(Exercise goal)
Check each line of the data below for the word "Madeira", then extract the ones that have it.

(Supplied information)
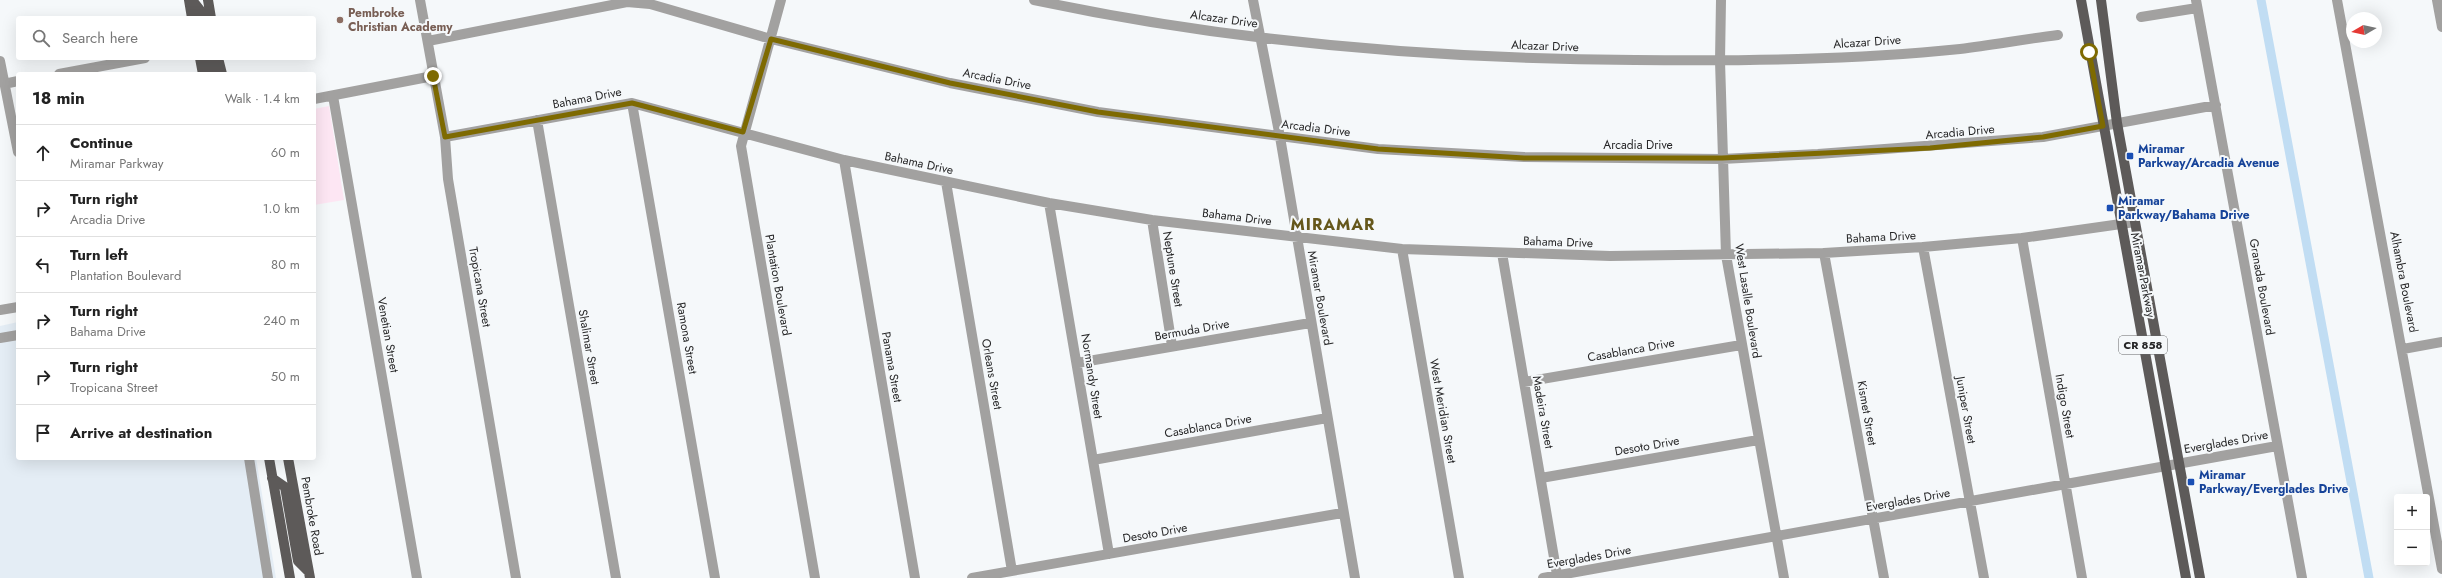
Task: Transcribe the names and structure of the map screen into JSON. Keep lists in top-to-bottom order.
{
  "streets": {
    "main road": ["Miramar Parkway", "CR 858", "Pembroke Road"],
    "street": [
      "Alcazar Drive",
      "Arcadia Drive",
      "Bahama Drive",
      "Neptune Street",
      "Alhambra Boulevard",
      "Plantation Boulevard",
      "Tropicana Street",
      "Granada Boulevard",
      "Miramar Boulevard",
      "West Lasalle Boulevard",
      "Bermuda Drive",
      "Venetian Street",
      "Ramona Street",
      "Shalimar Street",
      "Casablanca Drive",
      "Panama Street",
      "Orleans Street",
      "Normandy Street",
      "Indigo Street",
      "Juniper Street",
      "West Meridian Street",
      "Madeira Street",
      "Kismet Street",
      "Everglades Drive",
      "Desoto Drive"
    ]
  },
  "crossings": [
    ["Alcazar Drive", "Miramar Boulevard"],
    ["Alcazar Drive", "West Lasalle Boulevard"],
    ["Arcadia Drive", "Miramar Parkway"],
    ["Arcadia Drive", "Plantation Boulevard"],
    ["Arcadia Drive", "Tropicana Street"],
    ["Arcadia Drive", "Granada Boulevard"],
    ["Arcadia Drive", "Miramar Boulevard"],
    ["Arcadia Drive", "West Lasalle Boulevard"],
    ["Bahama Drive", "Neptune Street"],
    ["Bahama Drive", "Miramar Parkway"],
    ["Bahama Drive", "Plantation Boulevard"],
    ["Bahama Drive", "Tropicana Street"],
    ["Bahama Drive", "Miramar Boulevard"],
    ["Bahama Drive", "West Lasalle Boulevard"],
    ["Bahama Drive", "Ramona Street"],
    ["Bahama Drive", "Shalimar Street"],
    ["Bahama Drive", "Panama Street"],
    ["Bahama Drive", "Orleans Street"],
    ["Bahama Drive", "Normandy Street"],
    ["Bahama Drive", "Indigo Street"],
    ["Bahama Drive", "Juniper Street"],
    ["Bahama Drive", "West Meridian Street"],
    ["Bahama Drive", "Madeira Street"],
    ["Bahama Drive", "Kismet Street"],
    ["Neptune Street", "Bermuda Drive"],
    ["Miramar Parkway", "Everglades Drive"],
    ["Granada Boulevard", "Everglades Drive"],
    ["Miramar Boulevard", "Bermuda Drive"],
    ["Miramar Boulevard", "Casablanca Drive"],
    ["Miramar Boulevard", "Desoto Drive"],
    ["West Lasalle Boulevard", "Casablanca Drive"],
    ["West Lasalle Boulevard", "Everglades Drive"],
    ["West Lasalle Boulevard", "Desoto Drive"],
    ["Bermuda Drive", "Normandy Street"],
    ["Casablanca Drive", "Normandy Street"],
    ["Casablanca Drive", "Madeira Street"],
    ["Orleans Street", "Desoto Drive"],
    ["Normandy Street", "Desoto Drive"],
    ["Indigo Street", "Everglades Drive"],
    ["Juniper Street", "Everglades Drive"],
    ["Madeira Street", "Everglades Drive"],
    ["Madeira Street", "Desoto Drive"],
    ["Kismet Street", "Everglades Drive"]
  ],
  "districts": ["MIRAMAR"],
  "places": {
    "other": ["Pembroke Christian Academy"],
    "transit": ["Miramar Parkway/Arcadia Avenue", "Miramar Parkway/Bahama Drive", "Miramar Parkway/Everglades Drive"]
  },
  "north": "left",
  "page": {
    "search": "Search here",
    "heading": ["18 min", "Walk · 1.4 km"],
    "list": [
      ["Continue", "Miramar Parkway", "60 m"],
      ["Turn right", "Arcadia Drive", "1.0 km"],
      ["Turn left", "Plantation Boulevard", "80 m"],
      ["Turn right", "Bahama Drive", "240 m"],
      ["Turn right", "Tropicana Street", "50 m"],
      "Arrive at destination"
    ],
    "map_buttons": ["+", "−"]
  }
}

(Solution for this problem)
      "Madeira Street",
    ["Bahama Drive", "Madeira Street"],
    ["Casablanca Drive", "Madeira Street"],
    ["Madeira Street", "Everglades Drive"],
    ["Madeira Street", "Desoto Drive"],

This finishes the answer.